Vital Information | May 25, 200211:23 PM

As always, the dim sum eaten last, is the best dim sum. With Florida relatives in tow, we dim summed at Phoenix today. We went to Phoenix because we figured the carts would be easier and more dim summy.

The great thing about Phoenix is the variety. Lots of things not found at the other (sheet) places. Fried cuttlefish with a hint of curry, rice with chunks of chicken and greens, spare ribs, hot dog buns (hugely authentic). There is just so much more to choose.

Another thing that Phoenix does really good is bake. Their dim sum is more than steamed things. The mini sweet top buns with custard are especially yummy--hot, flaky, crusty, rich and sweet.

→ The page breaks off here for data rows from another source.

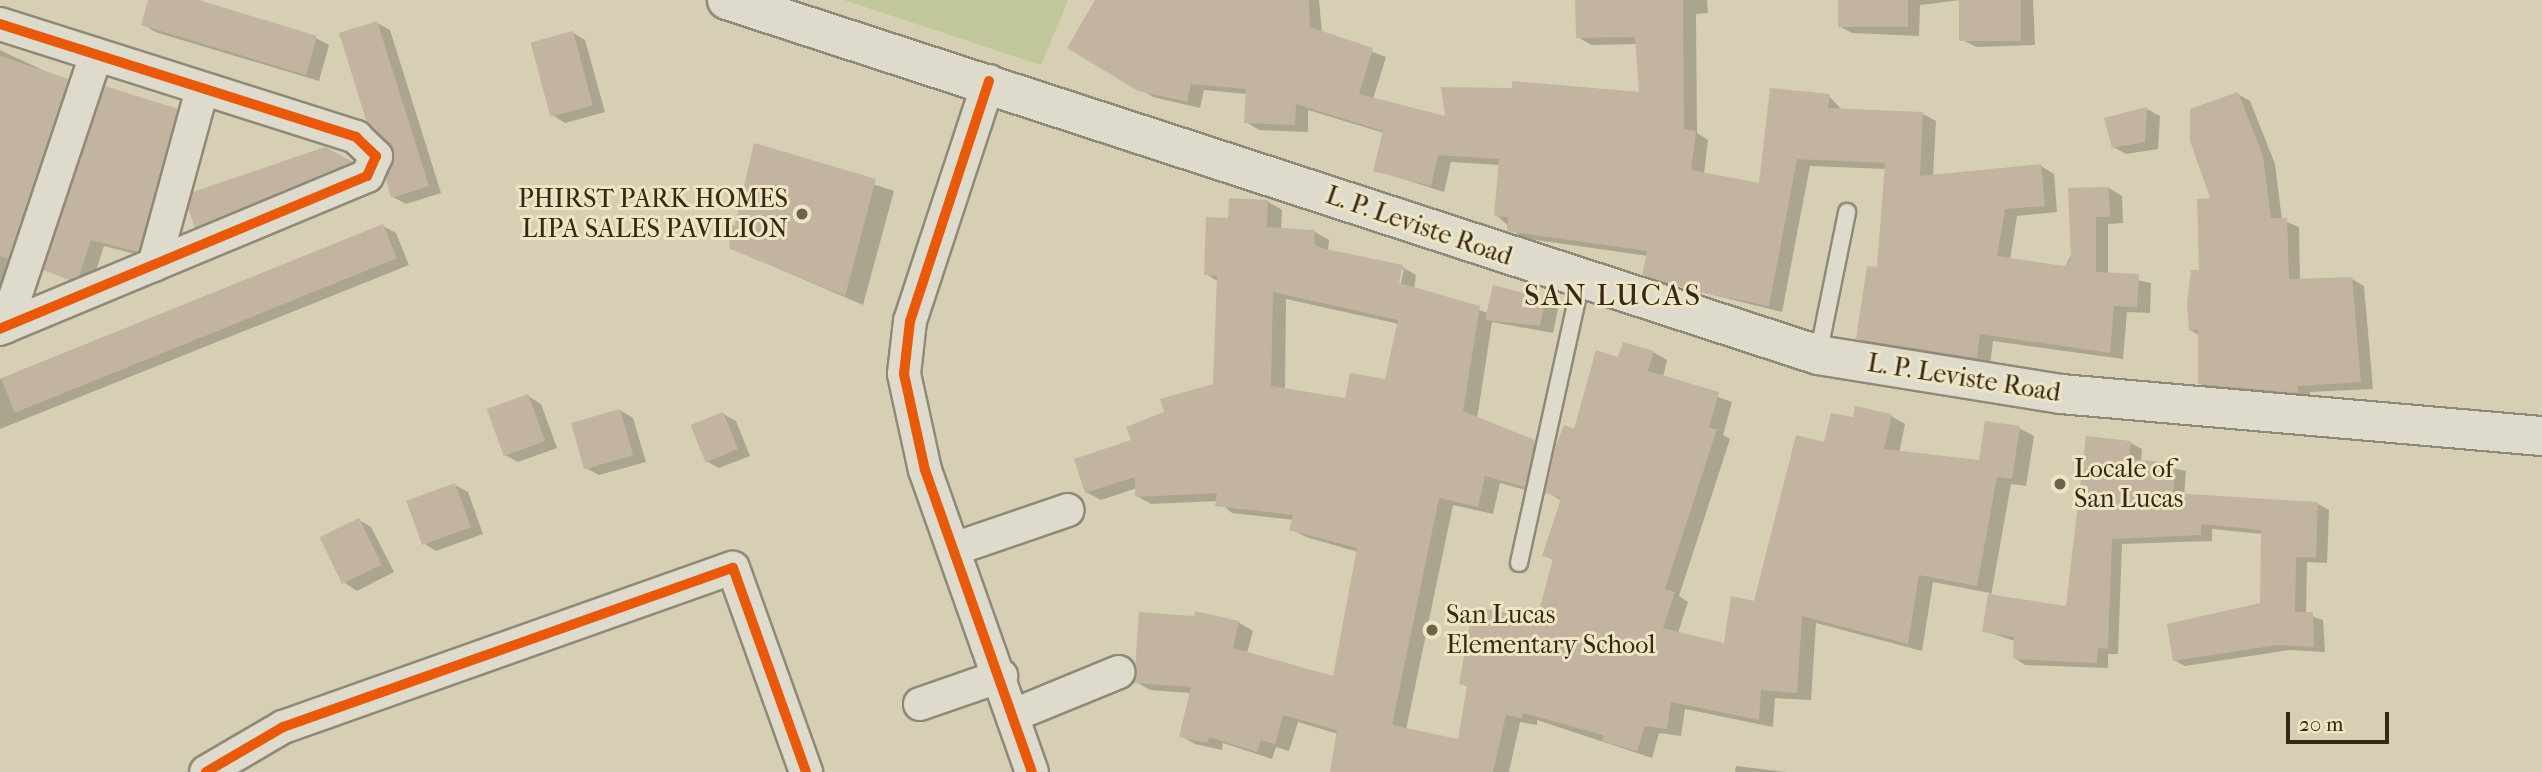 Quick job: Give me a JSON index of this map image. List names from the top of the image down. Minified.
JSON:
{"streets":{"main road":["L. P. Leviste Road"]},"districts":["SAN LUCAS"],"places":["PHIRST PARK HOMES LIPA SALES PAVILION","Locale of San Lucas","San Lucas Elementary School"],"scale_bar":"20 m"} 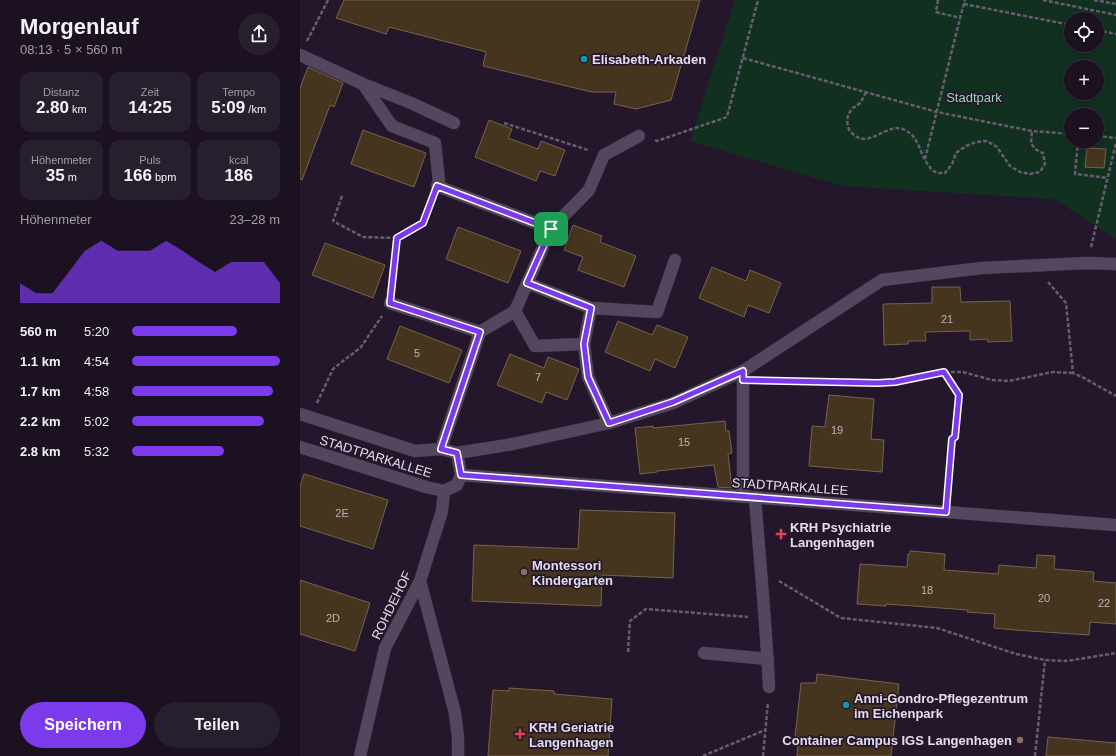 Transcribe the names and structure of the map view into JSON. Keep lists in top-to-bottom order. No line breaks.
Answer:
{"streets":{"street":["STADTPARKALLEE","ROHDEHOF"]},"crossings":[["STADTPARKALLEE","ROHDEHOF"]],"parks":["Stadtpark"],"places":{"other":["Elisabeth-Arkaden","Montessori Kindergarten","Anni-Gondro-Pflegezentrum im Eichenpark","Container Campus IGS Langenhagen"],"health":["KRH Psychiatrie Langenhagen","KRH Geriatrie Langenhagen"]},"house_numbers":["21","5","7","19","15","2E","18","20","22","2D"],"page":{"heading":["Morgenlauf","08:13 · 5 × 560 m"],"map_buttons":["+","−"],"stats":[["Distanz","2.80 km"],["Zeit","14:25"],["Tempo","5:09 /km"],["Höhenmeter","35 m"],["Puls","166 bpm"],["kcal","186"]],"chart":["Höhenmeter","23–28 m"],"list":[{"name":"560 m","note":"5:20"},{"name":"1.1 km","note":"4:54"},{"name":"1.7 km","note":"4:58"},{"name":"2.2 km","note":"5:02"},{"name":"2.8 km","note":"5:32"}],"buttons":["Speichern","Teilen"]}} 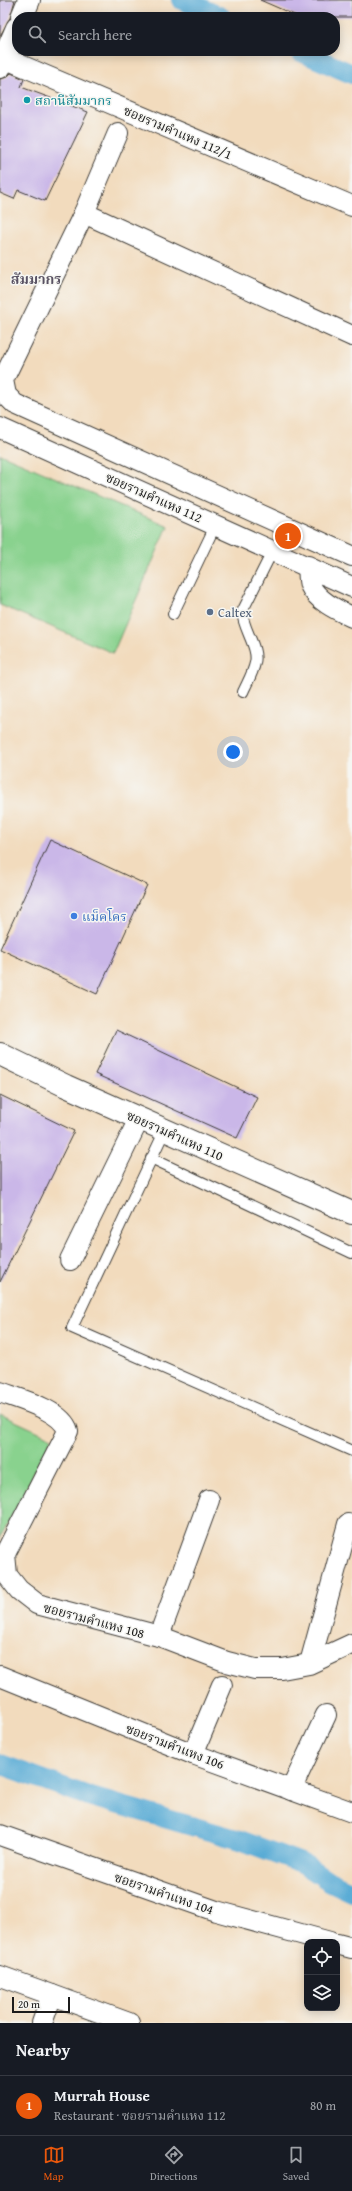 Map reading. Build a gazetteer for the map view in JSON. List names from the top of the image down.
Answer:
{
  "streets": {
    "street": [
      "ซอยรามคำแหง 112/1",
      "ซอยรามคำแหง 112",
      "ซอยรามคำแหง 110",
      "ซอยรามคำแหง 108",
      "ซอยรามคําแหง 106",
      "ซอยรามคําแหง 104"
    ]
  },
  "districts": ["สัมมากร"],
  "places": ["สถานีสัมมากร", "Caltex", "แม็คโคร"],
  "scale_bar": "20 m",
  "page": {
    "search": "Search here",
    "pins": "1",
    "scale": "20 m",
    "heading": "Nearby",
    "list": [
      {
        "mark": "1",
        "name": "Murrah House",
        "note": "Restaurant · ซอยรามคำแหง 112",
        "value": "80 m"
      }
    ],
    "nav": ["Map", "Directions", "Saved"]
  }
}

The last thing I like about Phoenix is the way they take care of you. They have an array of servers who will swoop in to offer you specials just out, say some crepes stuffed with beef or shrimp, or more importantly, grab you whatever you want (if you by chance know what you want). All meal long Sophia had been pinning for "the yellow things". Meaning a rolled up (yellow) sponge cake cut into pieces, revealing a spiral pattern. When we finished multiple courses and had not seen them, I asked. Soon, but not real soon, they arrived. Perhaps, they steamed a batch of malaysian sponge cake just for us. When they finally came by, it was with a big wooden steamer tray filled with plates of the cake rolls as well as big hunks of the sponge cake and a few other things we had not saved tummy room. Needless to say, this finished off the meal quite nicely for Sophia.

Given that we were a party of 8 at mid-day on a weekend, the wait was a short 20 minutes. The food on the table at Mountain View, Happy Chef, etc. may be as good or better, but no one gets the food to your table like Phoenix.

Phoenix has some neat sounding family style dinners including a $60 per head option (almost Trio range?) that I'll post about later, probably tommorow.